#### Your goal
Below are records to reproduce in full; copy them exactly but keep the pictures out.

#### Available data
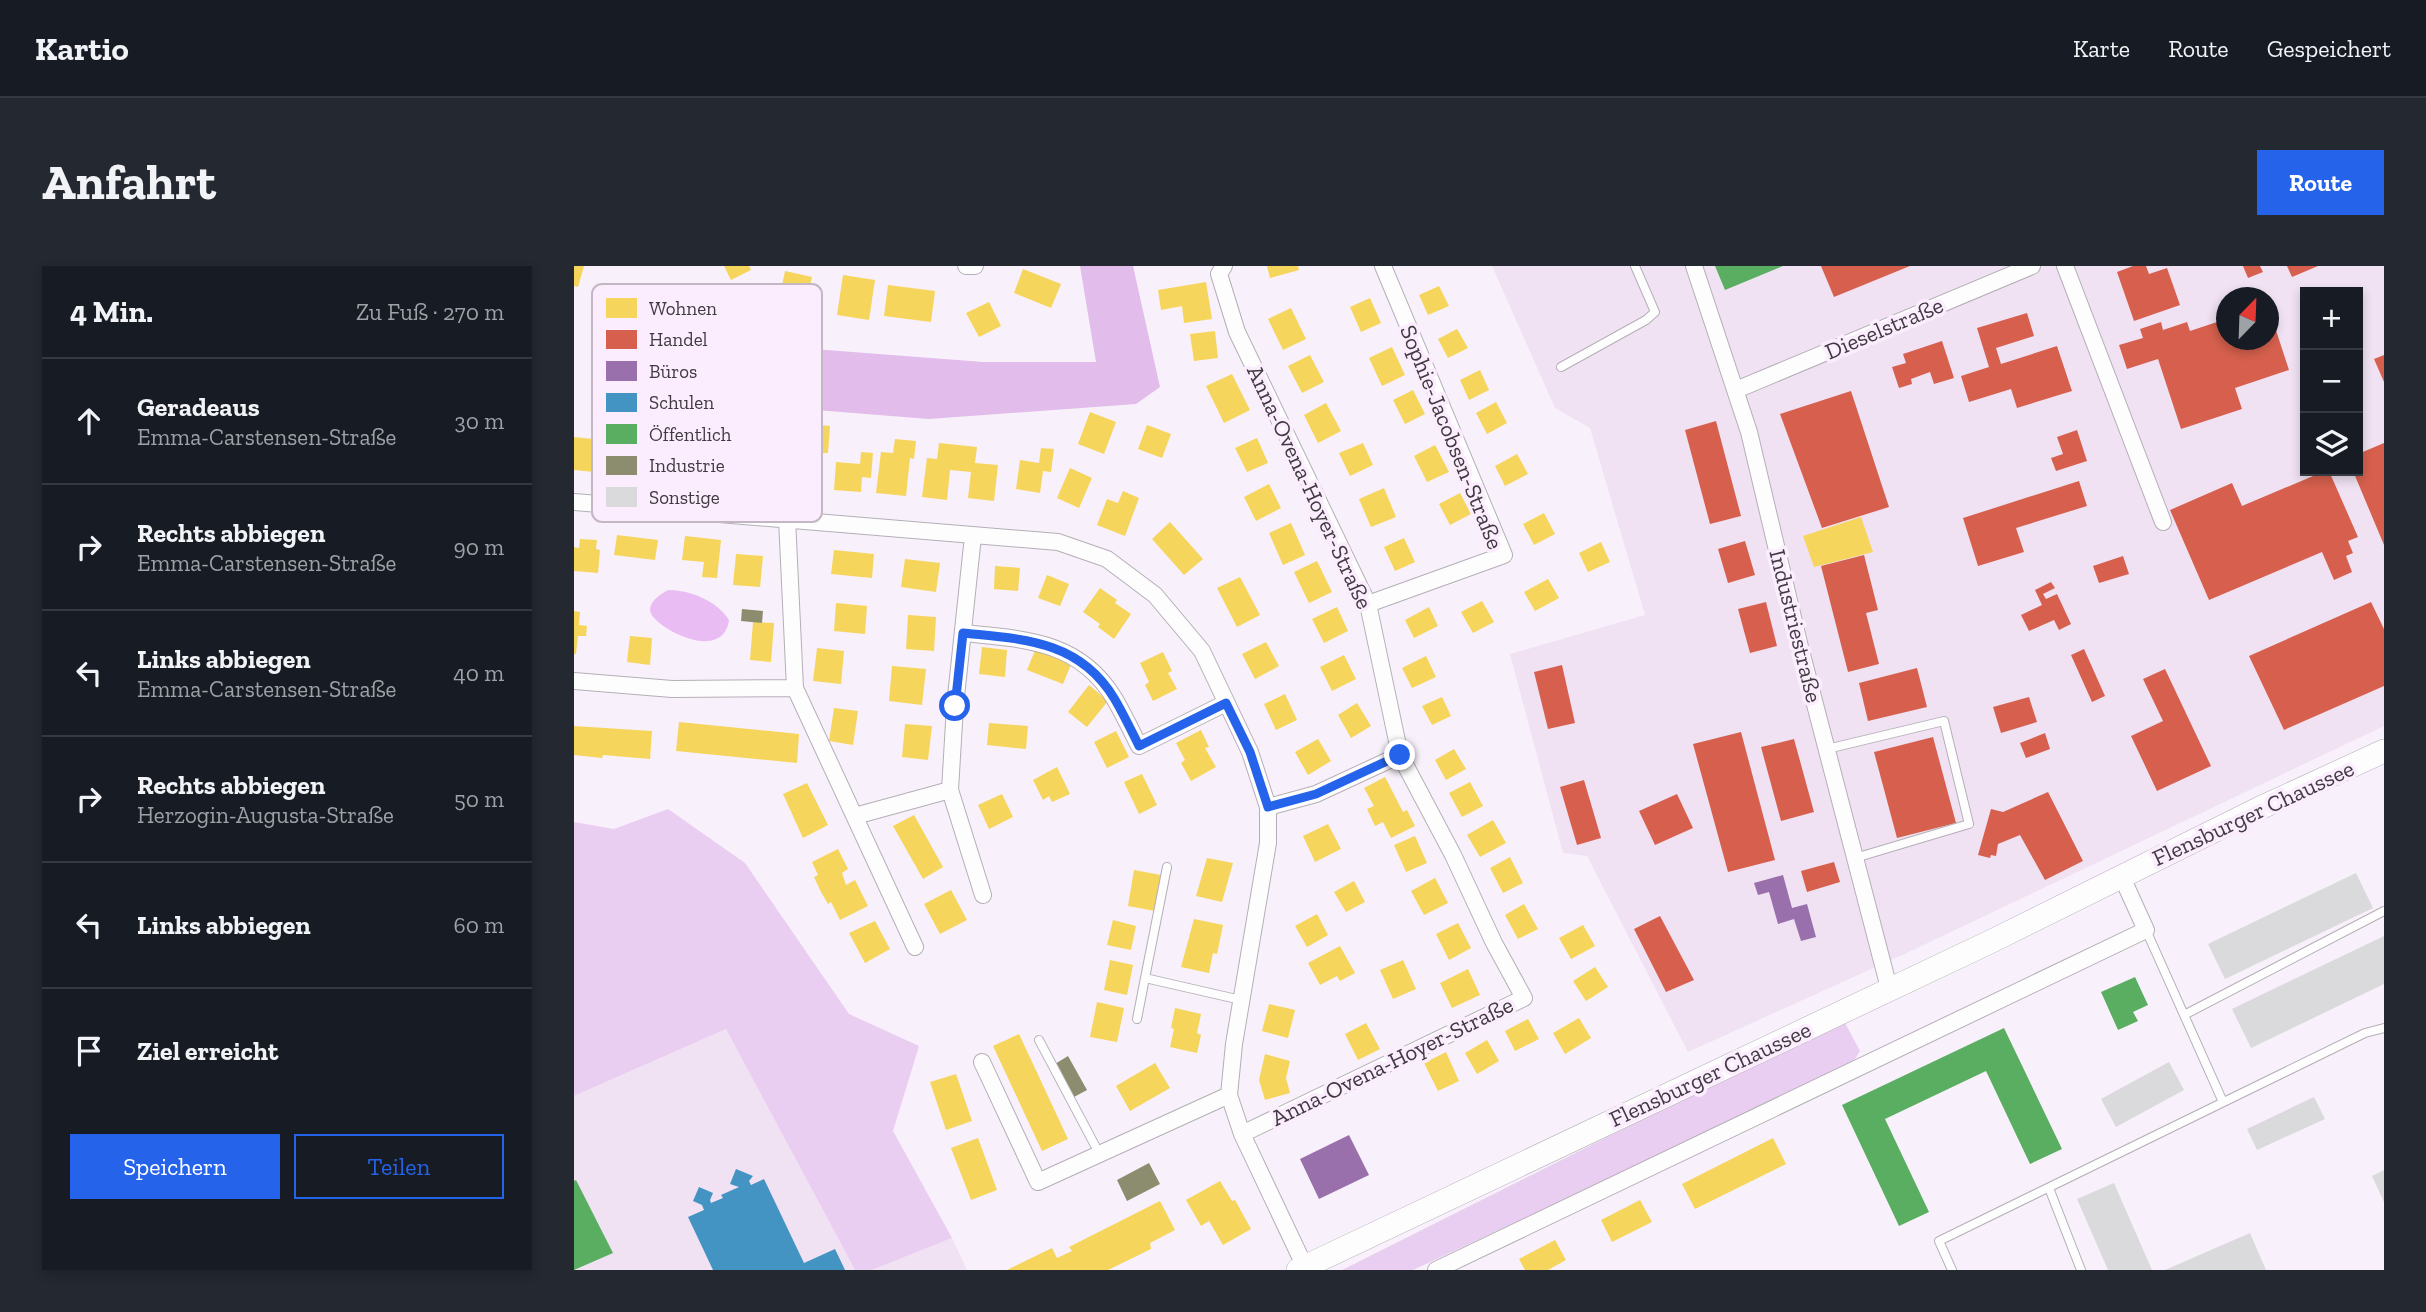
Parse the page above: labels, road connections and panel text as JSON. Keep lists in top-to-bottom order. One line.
{"streets":{"main road":["Flensburger Chaussee"],"street":["Dieselstraße","Sophie-Jacobsen-Straße","Anna-Ovena-Hoyer-Straße","Industriestraße"]},"crossings":[["Dieselstraße","Industriestraße"],["Sophie-Jacobsen-Straße","Anna-Ovena-Hoyer-Straße"],["Industriestraße","Flensburger Chaussee"]],"legend":["Wohnen","Handel","Büros","Schulen","Öffentlich","Industrie","Sonstige"],"north":"top right","page":{"header":"Kartio","nav":["Karte","Route","Gespeichert"],"buttons":["Route",["Speichern","Teilen"]],"title":"Anfahrt","heading":["4 Min.","Zu Fuß · 270 m"],"map_buttons":["+","−"],"list":[["Geradeaus","Emma-Carstensen-Straße","30 m"],["Rechts abbiegen","Emma-Carstensen-Straße","90 m"],["Links abbiegen","Emma-Carstensen-Straße","40 m"],["Rechts abbiegen","Herzogin-Augusta-Straße","50 m"],["Links abbiegen","60 m"],"Ziel erreicht"]}}
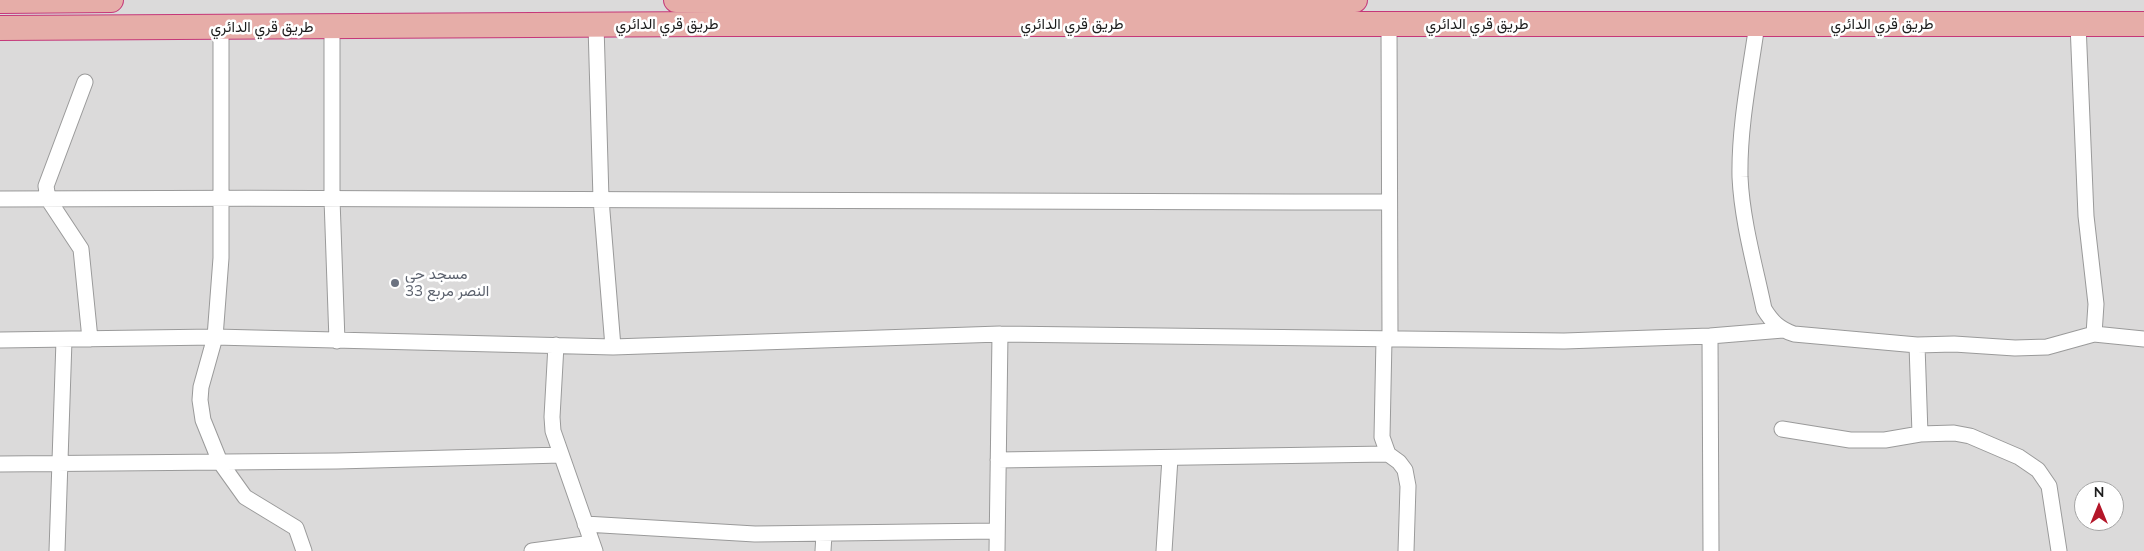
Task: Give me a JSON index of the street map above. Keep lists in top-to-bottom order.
{
  "streets": {
    "highway": ["طريق قري الدائري"]
  },
  "places": ["مسجد حي النصر مربع 33"],
  "north": "top"
}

#### Expected answer
Parse the page above: labels, road connections and panel text as JSON. Keep lists in top-to-bottom order. One line.
{"streets":{"main road":["Flensburger Chaussee"],"street":["Dieselstraße","Sophie-Jacobsen-Straße","Anna-Ovena-Hoyer-Straße","Industriestraße"]},"crossings":[["Dieselstraße","Industriestraße"],["Sophie-Jacobsen-Straße","Anna-Ovena-Hoyer-Straße"],["Industriestraße","Flensburger Chaussee"]],"legend":["Wohnen","Handel","Büros","Schulen","Öffentlich","Industrie","Sonstige"],"north":"top right","page":{"header":"Kartio","nav":["Karte","Route","Gespeichert"],"buttons":["Route",["Speichern","Teilen"]],"title":"Anfahrt","heading":["4 Min.","Zu Fuß · 270 m"],"map_buttons":["+","−"],"list":[["Geradeaus","Emma-Carstensen-Straße","30 m"],["Rechts abbiegen","Emma-Carstensen-Straße","90 m"],["Links abbiegen","Emma-Carstensen-Straße","40 m"],["Rechts abbiegen","Herzogin-Augusta-Straße","50 m"],["Links abbiegen","60 m"],"Ziel erreicht"]}}
Task: Give me a JSON index of the street map above. Keep lists in top-to-bottom order.
{
  "streets": {
    "highway": ["طريق قري الدائري"]
  },
  "places": ["مسجد حي النصر مربع 33"],
  "north": "top"
}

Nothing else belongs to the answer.